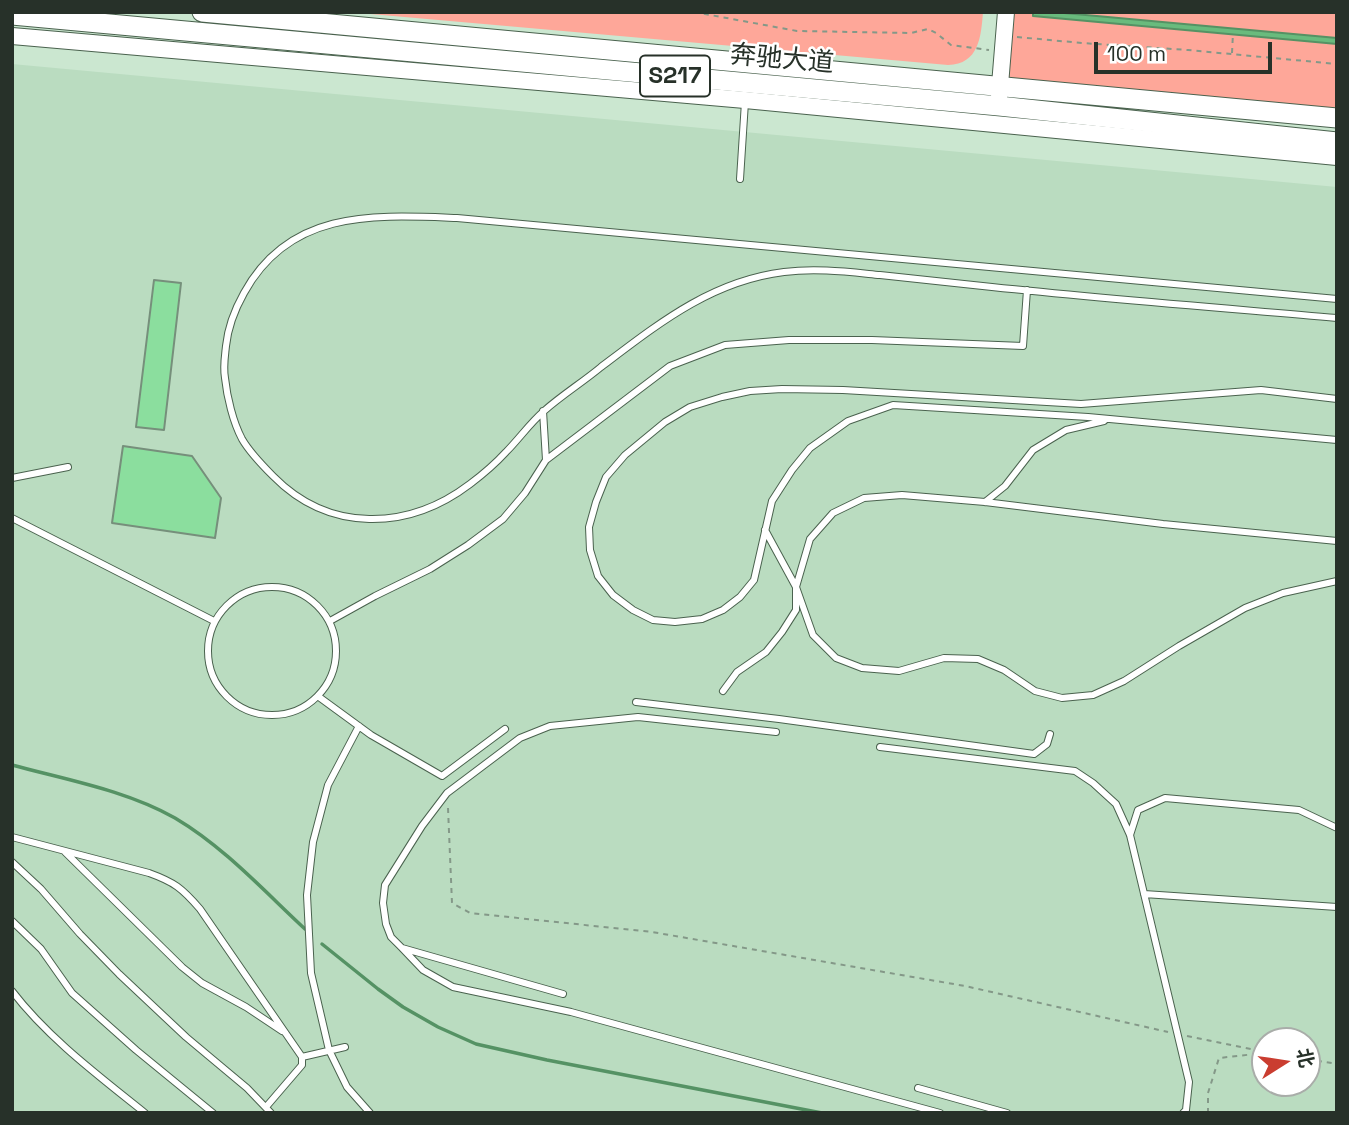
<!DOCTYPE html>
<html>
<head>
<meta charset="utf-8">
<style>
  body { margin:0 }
  #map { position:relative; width:1349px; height:1125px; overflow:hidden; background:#cbe7d0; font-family:"Space Grotesk","Noto Sans SC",sans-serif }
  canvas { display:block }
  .frame { position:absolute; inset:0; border:14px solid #273129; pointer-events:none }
  .north { position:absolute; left:1251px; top:1027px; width:70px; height:70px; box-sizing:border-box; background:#fff; border:2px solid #a9ada9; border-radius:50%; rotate:78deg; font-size:19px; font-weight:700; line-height:28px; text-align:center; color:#273129 }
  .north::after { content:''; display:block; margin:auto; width:24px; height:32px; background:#ca3d30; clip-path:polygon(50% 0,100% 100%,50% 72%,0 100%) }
  .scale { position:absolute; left:1094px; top:42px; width:178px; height:32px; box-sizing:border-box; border:4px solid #273129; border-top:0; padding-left:9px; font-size:21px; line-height:24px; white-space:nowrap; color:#273129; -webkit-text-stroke:5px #fff; paint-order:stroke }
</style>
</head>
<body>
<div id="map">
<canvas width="1349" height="1125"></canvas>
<div class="frame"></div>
<div class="north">北</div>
<div class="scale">100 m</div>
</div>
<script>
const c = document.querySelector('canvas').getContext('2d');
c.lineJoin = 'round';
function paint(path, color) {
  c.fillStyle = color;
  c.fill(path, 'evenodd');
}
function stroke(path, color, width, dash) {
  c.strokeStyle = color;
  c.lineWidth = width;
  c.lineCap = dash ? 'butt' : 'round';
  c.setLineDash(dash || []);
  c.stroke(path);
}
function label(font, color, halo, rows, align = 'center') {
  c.font = font + ' "Space Grotesk","Noto Sans SC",sans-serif';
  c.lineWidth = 5;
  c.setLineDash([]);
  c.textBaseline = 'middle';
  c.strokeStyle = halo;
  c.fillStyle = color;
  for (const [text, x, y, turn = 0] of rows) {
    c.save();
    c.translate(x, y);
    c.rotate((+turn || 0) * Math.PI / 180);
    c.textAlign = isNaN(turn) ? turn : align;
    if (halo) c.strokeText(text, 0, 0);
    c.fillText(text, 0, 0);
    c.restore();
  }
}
paint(new Path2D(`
  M12,64L1337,187V1113H12ZM1265,1041H1307V1083H1265Z`), '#badcc0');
paint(new Path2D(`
  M348,12H983C981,37 979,64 948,65Z
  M1006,12H1337V118L1000,87Z`), '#fea799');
const water = new Path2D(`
  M1033,12H1053L1337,38V44L1033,16Z`);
paint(water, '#69bb7d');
stroke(water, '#559264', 2);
stroke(new Path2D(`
  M12,765C67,780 125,790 175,818C224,847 263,890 305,929
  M322,944L378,989L403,1007L438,1027L476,1044L547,1060L822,1113`), '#559264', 3.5);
const building = new Path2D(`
  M154,280L181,283L164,430L136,427Z
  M123,446L192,456L221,498L215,538L112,523Z`);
paint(building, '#8bde9e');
stroke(building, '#768f7b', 2);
const service = new Path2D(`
  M740,179L745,102
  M1337,299L457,218C374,215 290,209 244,293C235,309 228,327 226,346C225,356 223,367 225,378C227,397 233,422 242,439C250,453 262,465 273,476C329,533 408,531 470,484C482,475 495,464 506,452C519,439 530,423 544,411C562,395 583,382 601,367C658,324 711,281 784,272C817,268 848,272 880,275C918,279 955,283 992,287C1107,299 1222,308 1337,318
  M1337,399L1261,390L1081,404L843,390L782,389L750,391L722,397L690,407L665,422L625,455L606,477L596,502L589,527L590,550L598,576L613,595L633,610L653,620L675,622L702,619L723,610L740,597L754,580L772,501L792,470L810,448L848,421L893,405L1088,417L1337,440
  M546,460L670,366L725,345L789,340H872L1023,346L1027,290
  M12,478L68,467
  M985,502L1005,486L1033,450L1066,430L1104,421
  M12,518L214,621
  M1337,541L1163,524L985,502L902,495L864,498L833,513L810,539L796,587L813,635L836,658L862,668L899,671L944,658L978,659L1004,670L1035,691L1062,698L1093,695L1124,681L1179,646L1245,608L1283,593L1337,581
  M208 651a64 64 0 1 1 128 0a64 64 0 1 1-128 0Z
  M330,621L375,596L430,569L468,545L503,519L525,493L546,460L543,411
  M723,691L737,672L766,652L782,632L796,610V587L765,530
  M319,697L371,735L442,776L505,729
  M636,702L779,719L1034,754L1047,744L1050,734
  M359,726L328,785L313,842L307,895L311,973L329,1050L347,1087L370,1113
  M880,747L1075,771L1093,783L1116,804L1130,835L1189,1082L1186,1110L1183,1113
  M1130,835L1138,810L1165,798L1299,810L1337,828
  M12,837L149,873C174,882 182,888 200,909L302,1057V1065L266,1107
  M65,852L182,967L202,983L246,1007L282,1031
  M12,862L41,889L80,934L119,974L186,1037L247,1088L271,1113
  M1144,894L1337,907
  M12,921L41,949L72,993L136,1050L213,1113
  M402,948L423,970L453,987L571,1012L940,1113
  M12,991C48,1038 99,1076 145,1113
  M563,994L402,948L391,937L386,924L383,903L385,885L422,826L447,793L520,738L550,726L638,717L776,732
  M302,1057L345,1047
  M918,1088L1007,1113`);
const tertiary = new Path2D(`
  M12,36L745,100L1337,157
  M999,97L1006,12`);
const primary = new Path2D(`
  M202,12L1337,118
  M12,15L999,106L1337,142`);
stroke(service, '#4a624e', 8);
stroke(tertiary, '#4a624e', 18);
stroke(primary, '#4a624e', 21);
stroke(new Path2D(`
  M694,12L797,31L911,33L928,29L936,33L951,45L989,50
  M1017,37L1082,43L1188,50L1337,64
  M1232,53L1233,33
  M448,808L452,903L470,913L652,932L965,986L1168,1032
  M1187,1036L1265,1052
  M1307,1059L1337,1064
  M1208,1113V1093L1219,1058L1264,1053`), '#849888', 2, [5, 5]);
stroke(service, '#fff', 6);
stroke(tertiary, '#fff', 16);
stroke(primary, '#fff', 19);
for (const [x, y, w] of [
  [675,76,70]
]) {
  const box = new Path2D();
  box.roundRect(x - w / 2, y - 20.5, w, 41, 5);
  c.fillStyle = '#fff';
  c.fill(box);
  stroke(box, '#273129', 2);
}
label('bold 24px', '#273129', null, [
  ["S217",675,76]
]);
label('26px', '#273129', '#fff', [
  ["奔驰大道",782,60,5]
]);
</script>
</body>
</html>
----
What the task requires: Starting from the data above, filter for lines with "rows" and copy each one.

Your response:
function label(font, color, halo, rows, align = 'center') {
  for (const [text, x, y, turn = 0] of rows) {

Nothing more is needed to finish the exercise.